Small businesses need a breather from the regulations pouring out of federal agencies. Last year, the Federal Register grew by 82,600 pages and, with 4,200 more regulations in the pipeline, our job creators need all the help they can get.

At the Maine State Chamber of Commerce, we represent over 5,000 businesses, 89 percent of which are small businesses. Contrary to Mr. Libby’s claims, there is business support for Sen. Collins’ regulatory time-out proposal.

We do agree with Mr. Libby that businesses “depend on sensible standards and reasonable rules to create the foundation for business success.” That is what Sen. Collins is trying to do.

Dana Connors

President

Maine State Chamber of Commerce

Pay attention now

Wall Street protests and growing media reports show a groundswell of public outrage that will shape the next election. America is in trouble on all fronts.

In their insightful new book, “That Used to Be Us,” Thomas Friedman and Michael Mandelbaum detail what’s wrong with America and how to fix it. Five pillars that made this country great are all in decline: public education, infrastructure, immigration, research and development and regulation.

As a nation, we have become dumber, fatter, lazier, older, poorer and unemployed. We also have allowed a corporate-run government, paid off by the rich, to redirect most of the wealth against the common good. If we don’t reverse this downward spiral, we will be left behind a developing world to face a bleak, painful future.

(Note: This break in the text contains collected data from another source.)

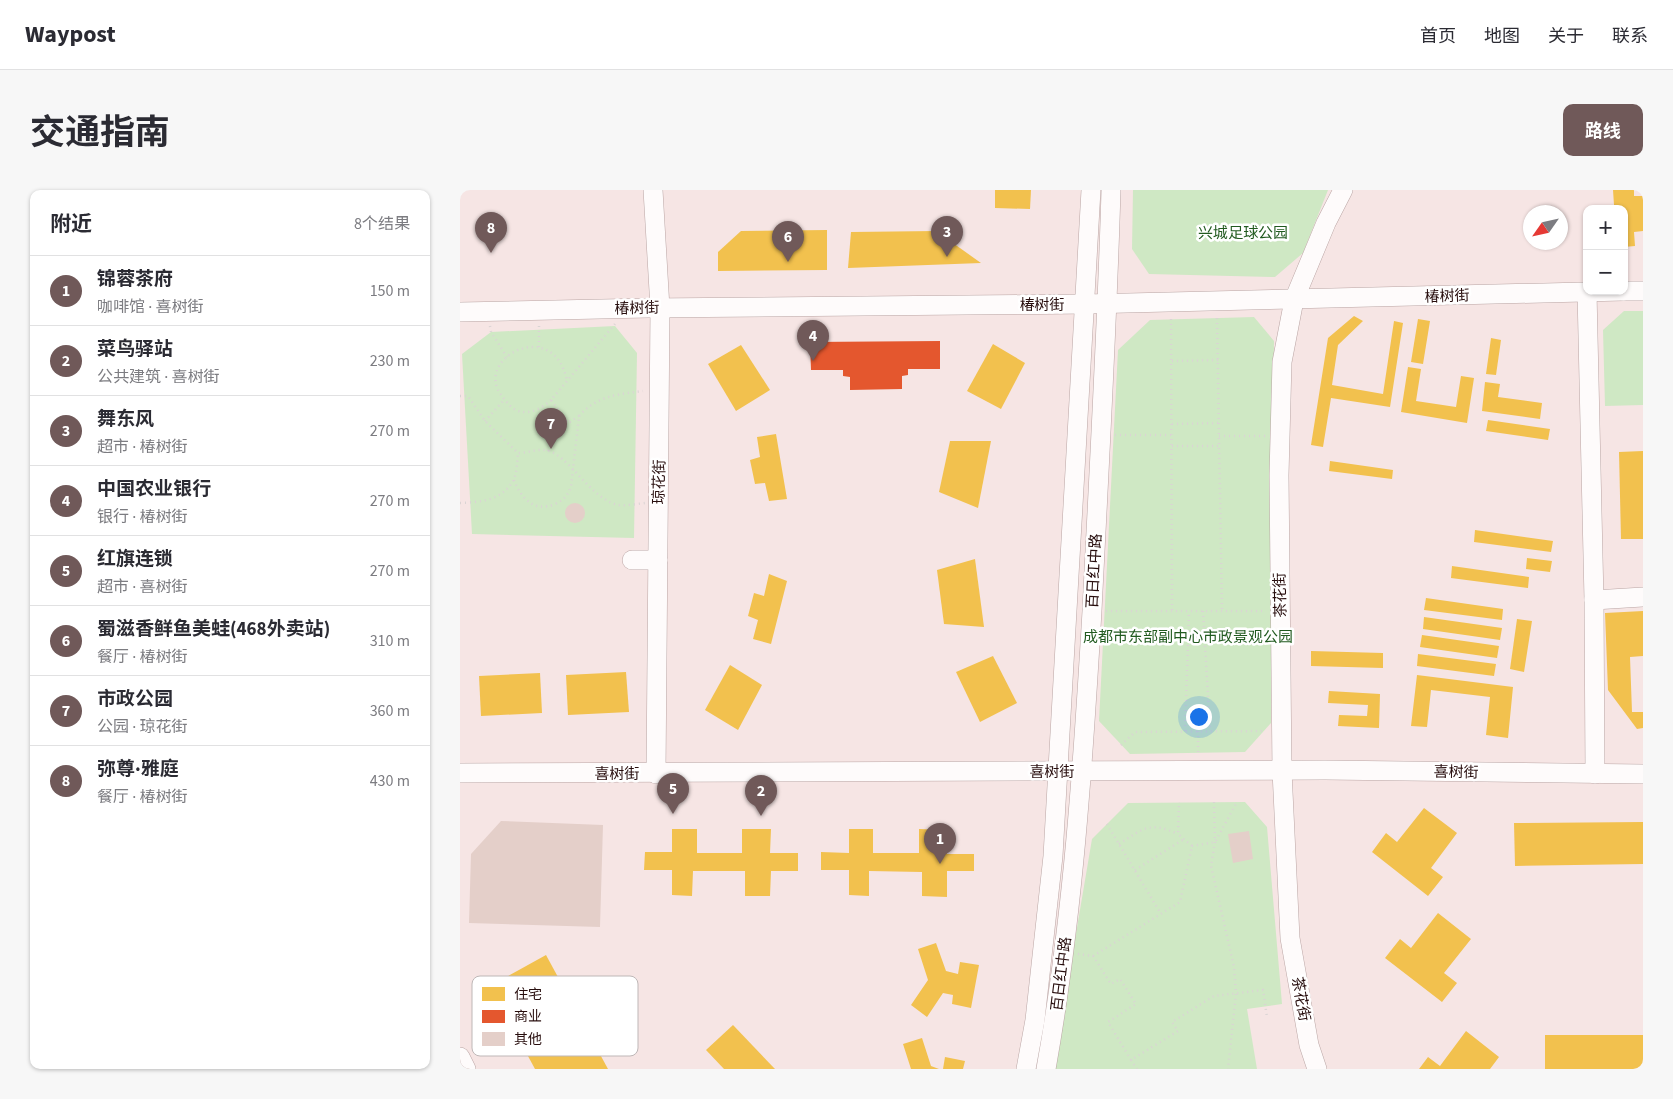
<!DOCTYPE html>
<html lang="zh">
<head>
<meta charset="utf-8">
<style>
	body { margin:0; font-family:"Source Sans 3","Noto Sans SC",sans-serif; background:#f7f7f7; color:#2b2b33 }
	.controls { position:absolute; right:15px; top:15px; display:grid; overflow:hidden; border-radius:10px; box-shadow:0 1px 4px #0004 }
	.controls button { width:45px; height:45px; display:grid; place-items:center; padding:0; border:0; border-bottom:1px solid #e1e1e2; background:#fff; color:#2b2b33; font:25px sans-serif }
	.compass { position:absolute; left:1063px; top:15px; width:45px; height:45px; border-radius:50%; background:#fff; box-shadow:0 1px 4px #0004; rotate:236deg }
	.you { position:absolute; left:738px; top:526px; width:18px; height:18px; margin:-12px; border:4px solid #fff; border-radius:50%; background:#1a73e8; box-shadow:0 0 0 8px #1a73e833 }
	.badge { display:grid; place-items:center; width:32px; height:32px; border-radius:50%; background:#705959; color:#fff; font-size:16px; font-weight:700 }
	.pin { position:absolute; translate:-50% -41px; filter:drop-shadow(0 1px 2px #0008) }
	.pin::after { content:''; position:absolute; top:26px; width:18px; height:15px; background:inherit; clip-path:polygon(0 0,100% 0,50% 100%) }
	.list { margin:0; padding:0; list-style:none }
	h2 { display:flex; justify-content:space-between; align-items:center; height:65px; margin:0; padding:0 20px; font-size:21px }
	h2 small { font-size:16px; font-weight:400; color:#7c7c81 }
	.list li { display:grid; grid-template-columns:32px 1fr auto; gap:15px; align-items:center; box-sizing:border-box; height:70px; padding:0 20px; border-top:1px solid #e1e1e2 }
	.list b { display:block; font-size:19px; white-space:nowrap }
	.list p { margin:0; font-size:16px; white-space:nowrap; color:#7c7c81 }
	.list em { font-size:16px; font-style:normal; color:#7c7c81 }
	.map { position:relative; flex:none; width:1183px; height:879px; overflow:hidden; border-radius:10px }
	header { display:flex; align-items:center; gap:30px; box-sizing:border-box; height:70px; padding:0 25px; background:#fff; border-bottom:1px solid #e1e1e2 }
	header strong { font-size:24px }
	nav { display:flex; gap:28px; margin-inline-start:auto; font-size:18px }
	.intro { display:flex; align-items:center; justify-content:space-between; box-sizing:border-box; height:120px; padding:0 30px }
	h1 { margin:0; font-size:35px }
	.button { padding:12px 22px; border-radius:10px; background:#705959; color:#fff; font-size:18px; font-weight:700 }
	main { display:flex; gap:30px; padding:0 30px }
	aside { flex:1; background:#fff; border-radius:10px; box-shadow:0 1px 4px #0004 }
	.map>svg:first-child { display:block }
	.green { fill:#cfe8c4 }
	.homes { fill:#f2c14e }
	.shops { fill:#e4572e }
	.building { fill:#e4cfc9 }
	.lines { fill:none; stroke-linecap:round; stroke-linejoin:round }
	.minor-casing { stroke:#baa5a4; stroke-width:20 }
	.path { stroke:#dad4d4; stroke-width:2.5; stroke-dasharray:1 4; stroke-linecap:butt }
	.minor { stroke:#fefbfb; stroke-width:19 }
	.labels { text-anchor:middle; stroke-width:5; stroke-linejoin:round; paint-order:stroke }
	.park-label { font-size:15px; fill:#215a1f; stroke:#fff }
	.street-label { font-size:15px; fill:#280e0e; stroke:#fff }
	.key { fill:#fff; stroke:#beb7b7; stroke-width:1 }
	.key-label { font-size:14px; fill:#280e0e }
</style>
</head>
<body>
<header>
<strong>Waypost</strong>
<nav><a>首页</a><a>地图</a><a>关于</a><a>联系</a></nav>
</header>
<div class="intro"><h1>交通指南</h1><a class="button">路线</a></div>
<main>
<aside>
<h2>附近<small>8个结果</small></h2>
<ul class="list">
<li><span class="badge">1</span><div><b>锦蓉茶府</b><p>咖啡馆 · 喜树街</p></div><em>150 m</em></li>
<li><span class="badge">2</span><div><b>菜鸟驿站</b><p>公共建筑 · 喜树街</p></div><em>230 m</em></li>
<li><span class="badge">3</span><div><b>舞东风</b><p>超市 · 椿树街</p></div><em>270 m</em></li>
<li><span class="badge">4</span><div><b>中国农业银行</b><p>银行 · 椿树街</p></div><em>270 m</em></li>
<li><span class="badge">5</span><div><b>红旗连锁</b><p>超市 · 喜树街</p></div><em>270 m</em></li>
<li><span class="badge">6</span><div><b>蜀滋香鲜鱼美蛙(468外卖站)</b><p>餐厅 · 椿树街</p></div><em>310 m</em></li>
<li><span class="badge">7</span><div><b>市政公园</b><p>公园 · 琼花街</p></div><em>360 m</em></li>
<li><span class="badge">8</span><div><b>弥尊·雅庭</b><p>餐厅 · 椿树街</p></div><em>430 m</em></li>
</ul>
</aside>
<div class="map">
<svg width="1183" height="879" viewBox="0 0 1183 879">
	<rect width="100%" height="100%" fill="#f6e5e4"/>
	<g class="green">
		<polygon points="673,0 868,0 843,63 815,87 689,84 672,59"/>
		<polygon points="1164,121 1183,121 1183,215 1145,216 1143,140"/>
		<polygon points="794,127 814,151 811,533 785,562 670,564 639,531 658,160 690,130"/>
		<polygon points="155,136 177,163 174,348 12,344 2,164 31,142"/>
		<polygon points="785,612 807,637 822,814 787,819 797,879 593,879 632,649 668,613"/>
	</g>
	<g class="homes">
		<polygon points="535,0 571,0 570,19 535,18"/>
		<polygon points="1153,0 1174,0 1174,6 1183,6 1183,41 1174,42 1175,56 1164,57 1164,19 1138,19 1138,16 1154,15"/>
		<polygon points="367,40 367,80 258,81 258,62 281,41"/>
		<polygon points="476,41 521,73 388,78 391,42"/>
		<polygon points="894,126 903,131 878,155 872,195 923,204 934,131 943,133 930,217 871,208 863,257 851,255 868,148"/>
		<polygon points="958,129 970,131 963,174 951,172"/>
		<polygon points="1031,148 1041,150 1036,185 1026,184"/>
		<polygon points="533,154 565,173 541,219 507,201"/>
		<polygon points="281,155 310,200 276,221 248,174"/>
		<polygon points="948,177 961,179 956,211 996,217 1001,186 1014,188 1007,233 941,222"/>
		<polygon points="1025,192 1040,194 1038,207 1082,213 1080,229 1022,221"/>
		<polygon points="1028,230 1090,239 1088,250 1026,241"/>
		<polygon points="316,244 327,309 309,311 305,293 295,294 290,270 300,267 297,247"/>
		<polygon points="490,251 531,251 518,318 479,302"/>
		<polygon points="1183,261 1183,349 1161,349 1159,262"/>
		<polygon points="870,271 933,280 932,289 869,281"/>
		<polygon points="1015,340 1093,351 1091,362 1014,352"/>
		<polygon points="1067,368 1092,371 1090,382 1066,379"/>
		<polygon points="515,369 524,437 484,434 477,380"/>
		<polygon points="992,376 1069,387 1068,398 991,388"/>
		<polygon points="309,384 327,391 311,454 293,449 298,430 288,426 294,403 304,406"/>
		<polygon points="966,408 1043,419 1042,430 964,420"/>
		<polygon points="1183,421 1183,466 1170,467 1172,522 1183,522 1183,538 1177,539 1148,500 1145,423"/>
		<polygon points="964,427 1042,438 1040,450 963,439"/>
		<polygon points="1057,429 1072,431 1064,482 1050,479"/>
		<polygon points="962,445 1039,456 1037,468 960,457"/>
		<polygon points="851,461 923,463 923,478 851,476"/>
		<polygon points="958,464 1036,474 1034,486 957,476"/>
		<polygon points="533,466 557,513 520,532 496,482"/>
		<polygon points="270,475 302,495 278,540 245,520"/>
		<polygon points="166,482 169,522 108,525 106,485"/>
		<polygon points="80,483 82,523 21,526 19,486"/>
		<polygon points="957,485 1053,497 1048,548 1026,545 1030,507 971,500 967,537 951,536"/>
		<polygon points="869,501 920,504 919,538 878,536 879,525 907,526 908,515 868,513"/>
		<polygon points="964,618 997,643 971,678 983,687 968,706 912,662 926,643 937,652"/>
		<polygon points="1183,632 1183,674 1055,676 1054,633"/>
		<polygon points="212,639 237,639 237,663 282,663 282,639 311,639 310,663 338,663 338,681 311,681 310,706 285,706 285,681 233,681 232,706 212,705 212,680 184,680 185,662 212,662"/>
		<polygon points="389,639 413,639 413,663 459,663 459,639 487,640 487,664 514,664 514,681 487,681 487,707 462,706 462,682 409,681 409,706 389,705 389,680 361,680 361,662 389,663"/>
		<polygon points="978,723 1011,749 984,783 997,793 982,812 925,768 940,749 951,758"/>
		<polygon points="476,753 486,781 498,784 500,772 519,775 511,818 492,814 493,805 483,803 467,827 451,815 468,790 458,759"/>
		<polygon points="86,765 148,879 75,879 30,796"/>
		<polygon points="273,835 315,879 264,879 246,860"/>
		<polygon points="1006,841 1039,867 1030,879 959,879 968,867 980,876"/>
		<rect x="1085" y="845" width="98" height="34"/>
		<polygon points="462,848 471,876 479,879 451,879 443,854"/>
		<polygon points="485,867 505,871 503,879 483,879"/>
	</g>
	<polygon class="shops" points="480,151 480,179 448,179 448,185 442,186 442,199 390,200 390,187 383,186 383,180 351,180 350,152"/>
	<g class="building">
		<circle cx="115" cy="323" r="10"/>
		<polygon points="41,631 143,635 140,737 9,733 11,664"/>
		<polygon points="789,641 793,669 773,673 768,644"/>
	</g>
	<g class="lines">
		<defs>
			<g id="minor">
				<polyline points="193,0 200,118 196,584"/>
				<polyline points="1164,101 1183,101"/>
				<polyline points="1127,102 1134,410 1135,584"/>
				<polyline points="0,122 188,118 626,114 1163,101"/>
				<polyline points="172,370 198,370"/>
				<polyline points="1134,410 1183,407"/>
				<polyline points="0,583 865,580 1183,584"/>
				<polyline points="0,867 6,879"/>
				<polyline points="566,879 575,830 593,666 631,0"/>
				<path d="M 586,879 C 613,728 623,574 632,421 C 639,280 647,140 651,0"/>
				<polyline points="857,879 849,855 830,748 822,581 819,285 822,172 834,110 866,33 883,0"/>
			</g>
		</defs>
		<use href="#minor" class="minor-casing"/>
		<g class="path">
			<polyline points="757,128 762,421"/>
			<polyline points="711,129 712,421"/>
			<polyline points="30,136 31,142 47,167"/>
			<polyline points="79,136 79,157"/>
			<polyline points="712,171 758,170"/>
			<path d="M 0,206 L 8,206 L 25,231 L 58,263 C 67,263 76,259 85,260 C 108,263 129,308 158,315 C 165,316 176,314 185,313"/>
			<path d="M 91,210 C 82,218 69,226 56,220 C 50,217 46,211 42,206 C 12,169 94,125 107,191"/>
			<polyline points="119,226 108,233 91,210 155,134"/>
			<polyline points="25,231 44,210"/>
			<polyline points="712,234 759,233"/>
			<polyline points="655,245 712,245"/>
			<polyline points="759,246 805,246"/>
			<polyline points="712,256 759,256"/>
			<polyline points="88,261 94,246 108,233"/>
			<path d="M 54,290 C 61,308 74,323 95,314 C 104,310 107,306 111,297 L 119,226 C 136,206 159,204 183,201"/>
			<path d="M 0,313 C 20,312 41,311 53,291 C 57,284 57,271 58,263"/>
			<polyline points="646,421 806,421"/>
			<polyline points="743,421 750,541"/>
			<polyline points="725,541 729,421"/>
			<polyline points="738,541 738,565"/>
			<polyline points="661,555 675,542 804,541"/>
			<polyline points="754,612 755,652 751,676 774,777 776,803 768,879"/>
			<polyline points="647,634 701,724"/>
			<path d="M 659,654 C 684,638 690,631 718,644"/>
			<polyline points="732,656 755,652 777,612"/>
			<polyline points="675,680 724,649"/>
			<polyline points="618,764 633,766 651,794 660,789 676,814 648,832 671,870 718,841 712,832 754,806 803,800 807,827"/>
			<polyline points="633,766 720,712 732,656 718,644 719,612"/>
			<polyline points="671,870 677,879"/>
		</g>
		<use href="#minor" class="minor"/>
	</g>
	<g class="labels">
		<g class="park-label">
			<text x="783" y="48">兴城足球公园</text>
			<text x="728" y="452">成都市东部副中心市政景观公园</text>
		</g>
		<g class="street-label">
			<text transform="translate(987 106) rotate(-2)" y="5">椿树街</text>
			<text x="582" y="120">椿树街</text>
			<text transform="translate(177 118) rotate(-1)" y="5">椿树街</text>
			<text transform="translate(199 292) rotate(-89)" y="5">琼花街</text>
			<text transform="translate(634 381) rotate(-87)" y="5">百日红中路</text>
			<text transform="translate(820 405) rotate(-91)" y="5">茶花街</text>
			<text x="592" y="587">喜树街</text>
			<text transform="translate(996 582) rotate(1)" y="5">喜树街</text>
			<text x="157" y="589">喜树街</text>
			<text transform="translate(601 784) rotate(-83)" y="5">百日红中路</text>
			<text transform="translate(841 809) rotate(80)" y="5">茶花街</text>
		</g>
	</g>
	<rect x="12" y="786" width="166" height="80" rx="8" class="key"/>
	<rect x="22" y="797" width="23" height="14" fill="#f2c14e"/>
	<rect x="22" y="820" width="23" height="13" fill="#e4572e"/>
	<rect x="22" y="842" width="23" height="14" fill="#e4cfc9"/>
	<g class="key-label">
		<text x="54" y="809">住宅</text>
		<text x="54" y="831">商业</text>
		<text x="54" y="854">其他</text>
	</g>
</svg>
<div class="controls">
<button>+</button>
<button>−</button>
</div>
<svg class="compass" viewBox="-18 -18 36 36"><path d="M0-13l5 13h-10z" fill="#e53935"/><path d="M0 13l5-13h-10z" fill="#7c7c81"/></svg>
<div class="you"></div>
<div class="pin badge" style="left:480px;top:674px">1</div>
<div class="pin badge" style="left:301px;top:626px">2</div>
<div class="pin badge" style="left:487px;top:67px">3</div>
<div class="pin badge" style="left:353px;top:171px">4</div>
<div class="pin badge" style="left:213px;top:624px">5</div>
<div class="pin badge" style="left:328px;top:72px">6</div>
<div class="pin badge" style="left:91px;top:259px">7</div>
<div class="pin badge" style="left:31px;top:63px">8</div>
</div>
</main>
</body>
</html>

We are still a great people. We have used our creative diversity and collective will before to defeat insurmountable odds, and we must do so again now. We have a year to find and elect extraordinary, bold leaders who will face reality, tell the truth and show the way.

Corrupted, partisan obstructionists must be swept aside. We have to bite the bullet and make the investments and fair sacrifices that will restore our leadership in the world.

It will take all of us to do that. Many groups, like the Wall Street demonstrators and the American Dream Movement, are fighting back. Let’s pay attention and support them any way we can, while we still have a chance to save our country.